### Probabilistic forecasting using [GluonTS](https://ts.gluon.ai/index.html): Bitcoin example
[Probabilistic forecasting](https://en.wikipedia.org/wiki/Probabilistic_forecasting), rather than providing a single point prediction, provides a probability distribution as the outcome.
To do this we shall be using the [GluonTS - Probabilistic Time Series Modeling](https://ts.gluon.ai/index.html) package. This notebook is heavily based on the [Quick Start Tutorial](https://ts.gluon.ai/tutorials/forecasting/quick_start_tutorial.html) and the [Extended Forecasting Tutorial](https://ts.gluon.ai/tutorials/forecasting/extended_tutorial.html) that are both provided with the package.

In [None]:
import numpy as np 
import pandas as pd
import matplotlib.pyplot as plt
#plt.style.use('fivethirtyeight')
plt.rcParams.update({'font.size': 12})
#plt.rcParams["figure.figsize"] = (12, 4)
from datetime import date

Install GluonTS

In [None]:
!pip install -q gluonts

For our data we shall be using the dataset provided by the kaggle [G-Research Crypto Forecasting](https://www.kaggle.com/c/g-research-crypto-forecasting) competition. We shall extract the data corresponding to the Bitcoin cryptocurrency.
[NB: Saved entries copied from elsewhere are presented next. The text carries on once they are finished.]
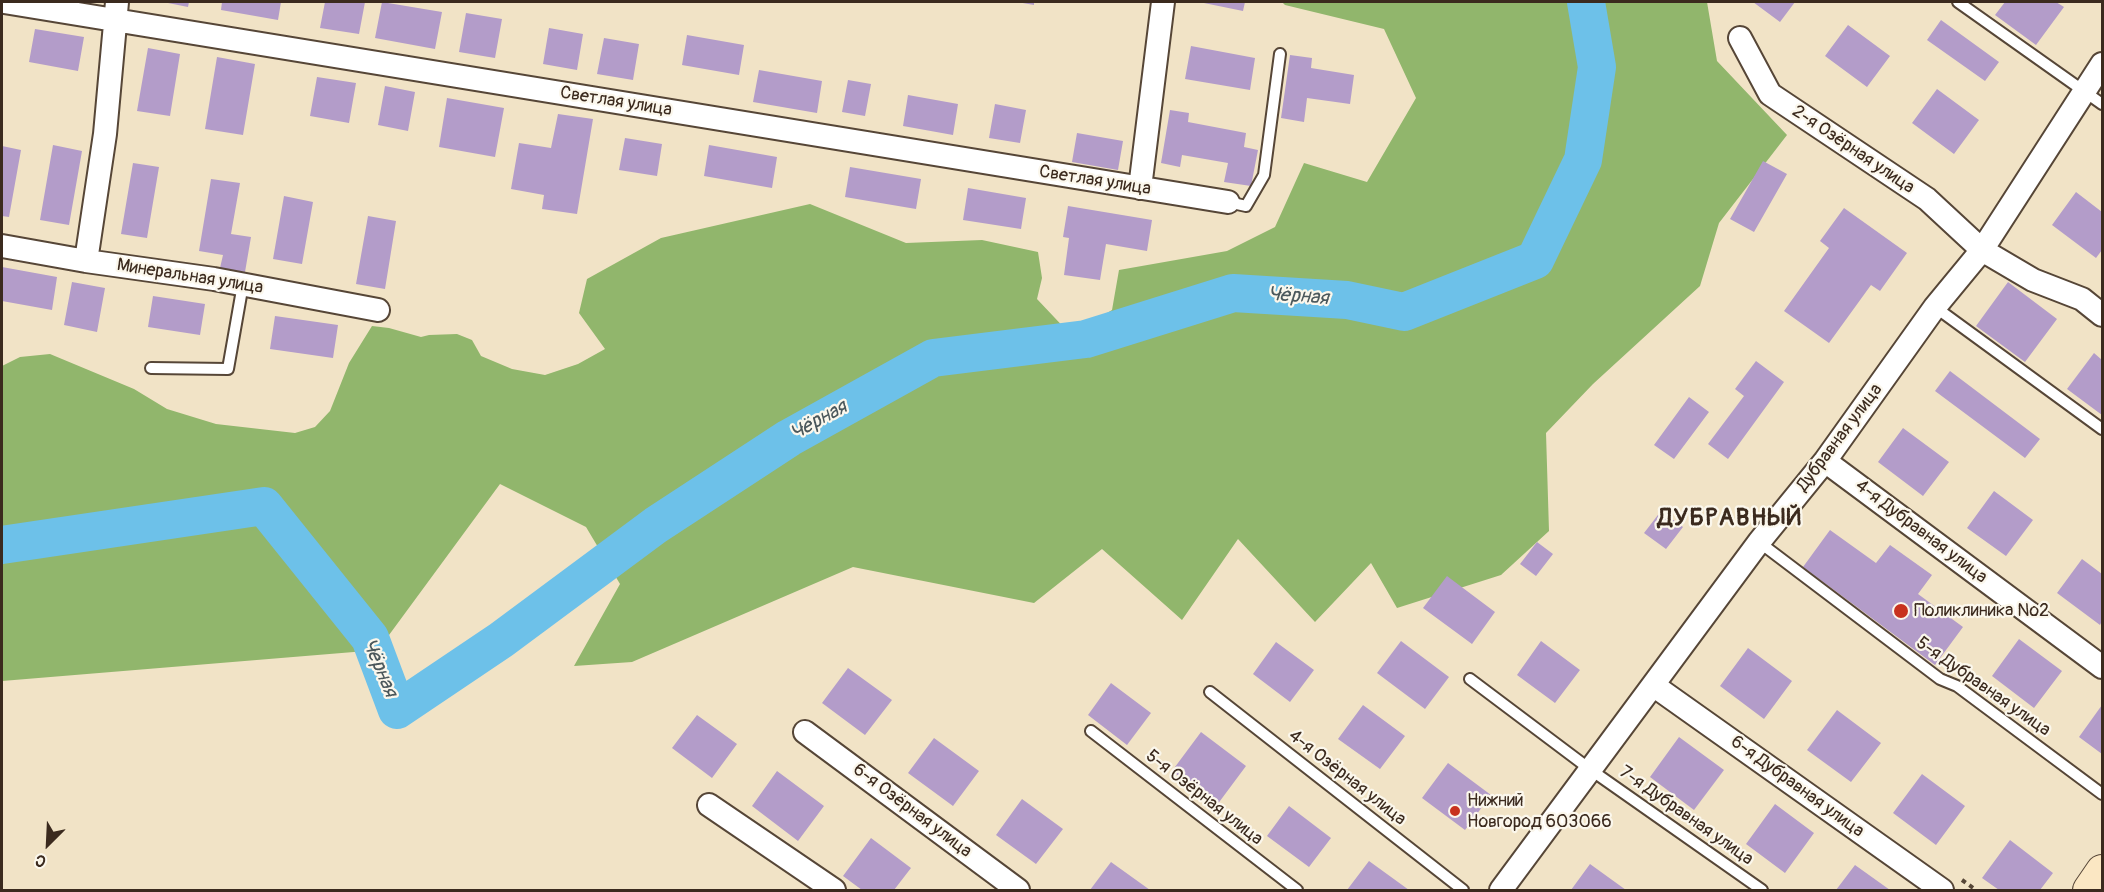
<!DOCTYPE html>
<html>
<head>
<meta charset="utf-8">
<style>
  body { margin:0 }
  #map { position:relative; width:2104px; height:892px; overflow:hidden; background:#f1e3c6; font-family:Pangolin,sans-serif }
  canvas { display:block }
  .frame { position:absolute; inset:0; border:3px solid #3b2a1e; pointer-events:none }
  .north { position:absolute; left:18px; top:814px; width:60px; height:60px; -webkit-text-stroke:4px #fbf7ec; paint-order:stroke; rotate:204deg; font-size:16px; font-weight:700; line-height:24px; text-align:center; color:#3b2a1e }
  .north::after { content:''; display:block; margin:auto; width:21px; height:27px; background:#3b2a1e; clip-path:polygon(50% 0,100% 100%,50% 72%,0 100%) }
</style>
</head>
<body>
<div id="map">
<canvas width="2104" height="892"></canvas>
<div class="frame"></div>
<div class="north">С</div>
</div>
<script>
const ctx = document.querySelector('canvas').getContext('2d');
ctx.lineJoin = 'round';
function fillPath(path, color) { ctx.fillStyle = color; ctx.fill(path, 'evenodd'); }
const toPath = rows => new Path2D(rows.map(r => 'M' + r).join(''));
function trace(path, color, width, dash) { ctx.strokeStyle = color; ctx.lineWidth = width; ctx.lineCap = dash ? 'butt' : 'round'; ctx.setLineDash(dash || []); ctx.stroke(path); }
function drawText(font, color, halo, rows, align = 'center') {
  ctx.font = font + ' Pangolin,sans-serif'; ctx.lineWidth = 4.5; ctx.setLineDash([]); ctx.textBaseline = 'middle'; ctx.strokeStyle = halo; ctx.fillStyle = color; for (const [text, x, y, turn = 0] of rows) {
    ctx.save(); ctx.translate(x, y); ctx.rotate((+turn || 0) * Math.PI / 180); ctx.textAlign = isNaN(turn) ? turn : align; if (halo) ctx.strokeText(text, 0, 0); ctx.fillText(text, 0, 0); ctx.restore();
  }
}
fillPath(toPath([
  [1282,2,1707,2,1717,61,1787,135,1719,223,1700,286,1593,384,1546,433,1549,531,1501,575,1397,608,1371,563,1315,622,1238,539,1182,620,1102,549,1034,603,853,567,632,662,574,666,620,584,586,527,500,484,378,650,2,681,2,366,20,357,50,354,134,389,167,409,216,424,295,433,315,427,330,411,349,363,372,326,389,328,421,337,429,335,457,334,472,340,481,356,512,369,545,375,578,364,605,349,579,313,587,279,661,238,810,204,906,243,982,240,1038,252,1042,278,1037,299,1071,335,1112,310,1119,270,1227,251,1275,227,1304,163,1367,182,1416,98,1384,29,1285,5]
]), '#91b66c');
trace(toPath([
  [2,545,264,506,370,638,397,710,501,640,656,525,789,438,933,358,1086,339,1233,293,1347,300,1404,312,1535,260,1583,160,1597,67,1586,2]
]), '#6dc1e9', 38);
fillPath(toPath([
  [163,2,189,2,188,7],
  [222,2,281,2,278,20,221,10],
  [325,2,365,2,359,34,320,28],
  [382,2,442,12,435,49,375,38],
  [1017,2,1034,2,1034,5],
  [1199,2,1245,2,1243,11],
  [1753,2,1795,2,1780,22],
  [2005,2,2056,2,2064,7,2036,45,1995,15],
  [466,13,502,19,495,58,459,52],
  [1941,20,1999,62,1985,81,1927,40],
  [1848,25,1890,56,1867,87,1825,56],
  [549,28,583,34,577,70,543,64],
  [35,29,84,37,78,71,29,62],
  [687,35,744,45,739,75,682,65],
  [604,38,639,44,633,80,597,74],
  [1191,46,1255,58,1250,90,1185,79],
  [148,48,180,54,170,116,137,111],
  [1290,55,1312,58,1311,68,1354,75,1350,104,1307,98,1304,122,1281,118],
  [217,57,255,64,243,135,205,129],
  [759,70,822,81,817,113,753,102],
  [317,77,356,83,349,123,310,116],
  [848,80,871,84,865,116,842,112],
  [385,86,415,92,408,131,378,125],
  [1937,89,1979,120,1954,154,1912,123],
  [908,95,958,104,953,135,903,126],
  [447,98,504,108,495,157,439,147],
  [995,104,1026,110,1020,143,989,138],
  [1170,110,1189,113,1188,122,1246,133,1244,147,1258,150,1251,186,1224,182,1228,163,1182,155,1180,167,1161,163],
  [558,114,593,119,577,214,542,209,544,195,511,189,519,143,551,148],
  [1077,133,1123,141,1118,170,1072,162],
  [625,138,662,144,657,176,619,170],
  [53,145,82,151,69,225,40,220],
  [709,145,777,157,772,188,704,176],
  [2,146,21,150,9,217,2,216],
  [1763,161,1787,174,1754,232,1730,219],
  [133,163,159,167,147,238,121,234],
  [850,167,921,179,916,209,845,197],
  [211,179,240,183,231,234,251,237,245,272,220,268,223,255,199,251],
  [968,188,1026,198,1021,229,963,220],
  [2076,192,2102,212,2102,250,2096,258,2052,225],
  [284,196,313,202,302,264,273,259],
  [1068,206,1152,220,1147,251,1106,244,1100,280,1064,275,1069,238,1063,237],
  [1844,208,1907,253,1880,291,1871,285,1829,343,1784,311,1829,248,1820,241],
  [368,216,396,221,385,289,356,284],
  [2,267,57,277,52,310,2,301],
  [72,282,105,288,97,332,64,325],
  [2008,282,2057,319,2025,362,1976,326],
  [153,296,205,304,200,335,148,327],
  [275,316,338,325,333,358,270,349],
  [2094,353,2102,360,2102,415,2067,389],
  [1756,361,1784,382,1728,459,1708,444,1744,396,1735,389],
  [1950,371,2040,439,2025,458,1935,391],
  [1689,397,1709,412,1674,459,1654,445],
  [1903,428,1949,462,1923,496,1878,462],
  [1994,491,2033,520,2006,556,1967,528],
  [1661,511,1683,527,1666,549,1644,533],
  [1830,530,1876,563,1890,545,1932,575,1918,594,1963,627,1935,665,1803,567],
  [1537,542,1553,554,1536,576,1520,564],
  [2082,559,2102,574,2102,621,2100,625,2057,593],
  [1447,576,1495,612,1472,644,1423,608],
  [2019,639,2062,671,2034,708,1992,676],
  [1401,641,1449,677,1425,709,1377,673],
  [1541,641,1580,670,1555,703,1517,675],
  [1276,642,1314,670,1290,702,1253,674],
  [1748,648,1792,681,1764,719,1720,686],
  [848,668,892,700,865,735,822,703],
  [1111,683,1151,713,1127,745,1088,715],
  [1363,705,1405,736,1380,769,1338,739],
  [2102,705,2102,754,2079,737],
  [1837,710,1881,743,1851,782,1807,750],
  [697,715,737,744,712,778,672,748],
  [1201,732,1246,766,1217,805,1172,771],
  [1679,737,1724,770,1694,810,1650,777],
  [934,738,979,771,953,806,908,773],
  [1448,763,1491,795,1465,830,1422,798],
  [777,771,824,806,798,841,752,806],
  [1922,774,1965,806,1936,845,1893,813],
  [1022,799,1063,829,1036,864,996,835],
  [1775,804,1814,833,1785,873,1746,844],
  [1289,806,1331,838,1309,867,1267,836],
  [871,838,911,868,894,890,862,890,843,876],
  [2010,840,2053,873,2040,890,1999,890,1982,878],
  [1369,861,1409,890,1347,890],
  [1111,862,1150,890,1090,890],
  [1590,864,1626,890,1571,890],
  [1855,865,1890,890,1836,890]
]), '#b39cc9');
const lane = toPath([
  [1958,2,2102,104],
  [1228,202,1246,206,1264,175,1280,54],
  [1935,307,2102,429],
  [151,368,228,369,243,284],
  [1759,542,1940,679,1957,686,2102,794],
  [1470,679,1591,770,1762,890],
  [1210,692,1463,890],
  [1091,731,1297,890]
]);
const street = toPath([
  [4,2,1228,202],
  [1740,38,1770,94,1927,199,1982,250,2033,280,2082,299,2102,315],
  [1140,188,1163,2],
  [2,246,86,261,214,279,378,310],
  [86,261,105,134,117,2],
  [1825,461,2102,667],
  [1653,685,1942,890],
  [805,732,1018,890],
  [709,805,834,890],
  [1501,890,1759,542,1825,461,1935,307,1982,250,2102,64]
]);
const secondary = toPath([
  [2089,890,2102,871]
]);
trace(lane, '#564637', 14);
trace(street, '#564637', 26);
trace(secondary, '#564637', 34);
trace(toPath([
  [1962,880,1976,890]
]), '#564637', 4, [4.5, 4.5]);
trace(lane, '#fff', 10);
trace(street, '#fff', 22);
trace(secondary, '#fbe7c3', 32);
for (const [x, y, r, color] of [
  [1901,611,8,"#c8321e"],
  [1455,811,6,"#c8321e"]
]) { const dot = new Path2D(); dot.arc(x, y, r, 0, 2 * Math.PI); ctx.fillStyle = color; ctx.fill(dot); trace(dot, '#fbf7ec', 2); }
drawText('18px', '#3b2a1e', '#fbf7ec', [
  ["Светлая улица",616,102,9],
  ["2-я Озёрная улица",1853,150,34],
  ["Светлая улица",1095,181,9],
  ["Минеральная улица",190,277,9],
  ["Дубравная улица",1840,438,-53],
  ["4-я Дубравная улица",1921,532,37],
  ["5-я Дубравная улица",1983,687,35],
  ["4-я Озёрная улица",1347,778,38],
  ["6-я Дубравная улица",1797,787,36],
  ["5-я Озёрная улица",1204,798,38],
  ["6-я Озёрная улица",912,811,37],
  ["7-я Дубравная улица",1686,816,35]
]);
drawText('18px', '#3b2a1e', '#fbf7ec', [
  ["Поликлиника №2",1914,611],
  ["Нижний",1467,801],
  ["Новгород 603066",1467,822]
], 'left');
drawText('italic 20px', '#4a575b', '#fbf7ec', [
  ["Чёрная",1298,297,4],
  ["Чёрная",819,421,-29],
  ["Чёрная",379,668,67]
]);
ctx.letterSpacing = '1.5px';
drawText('bold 24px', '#3b2a1e', '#fbf7ec', [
  ["ДУБРАВНЫЙ",1730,519]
]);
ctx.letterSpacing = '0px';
</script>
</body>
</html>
From this Bitcoin data we shall use only one datapoint each day, arbitrarily chosen to be the **High** value at 9:00 a.m.

In [None]:
train = pd.read_csv("../input/g-research-crypto-forecasting/train.csv")
# extract the data corresponding to Bitcoin (Asset_ID = 1)
bitcoin = train.query("Asset_ID == 1").reset_index(drop = True)
bitcoin['timestamp'] = pd.to_datetime(bitcoin['timestamp'], unit='s')
bitcoin = bitcoin.set_index('timestamp')
# extract the "High" value at 9:00 a.m. daily
indexer_9am = bitcoin.index.indexer_at_time('9:00:00')
values_at_9am = bitcoin.iloc[indexer_9am]
high_values_at_9am = values_at_9am[["High"]]
# take a look
high_values_at_9am

We shall forecast three months (90 days) worth of data, based on the 180 days prior to the start of the forecasting period

In [None]:
freq = "1D"             # the frequency of our data, here daily
context_length    = 180 # train on this number of days
prediction_length =  90 # predict these many days, these are removed from the end of the training data

Convert our dataframe into a GluonTS dataset

In [None]:
from gluonts.dataset.common import ListDataset

data_list = [{"start": "2018-01-01 09:00:00", "target": high_values_at_9am[c].values} for c in high_values_at_9am.columns]
train_ds  = ListDataset(data_iter=data_list,freq=freq)

### Training
Here we use the GulonTS’s pre-built [feedforward neural network estimator](https://ts.gluon.ai/api/gluonts/gluonts.model.simple_feedforward.html) `SimpleFeedForwardEstimator` in conjunction with a [trainer](https://ts.gluon.ai/api/gluonts/gluonts.mx.trainer.html). This feedforward network can be [substituted for a recurrent neural network (RNN)](https://ts.gluon.ai/tutorials/forecasting/extended_tutorial.html#From-feedforward-to-RNN), such as the  [DeepAREstimator](https://ts.gluon.ai/api/gluonts/gluonts.model.deepar.html).

In [None]:
from gluonts.model.simple_feedforward  import SimpleFeedForwardEstimator
# to use the DeepAREstimator 
# from gluonts.model.deepar import DeepAREstimator
from gluonts.mx.distribution.student_t import StudentTOutput
from gluonts.mx import Trainer

estimator = SimpleFeedForwardEstimator(num_hidden_dimensions=[50],
                                       freq=freq,
                                       context_length=context_length,
                                       prediction_length=prediction_length,
                                       distr_output=StudentTOutput(),
                                       trainer=Trainer(epochs=50,
                                                       learning_rate=1e-3,
                                                       num_batches_per_epoch=100,
                                                       patience=10))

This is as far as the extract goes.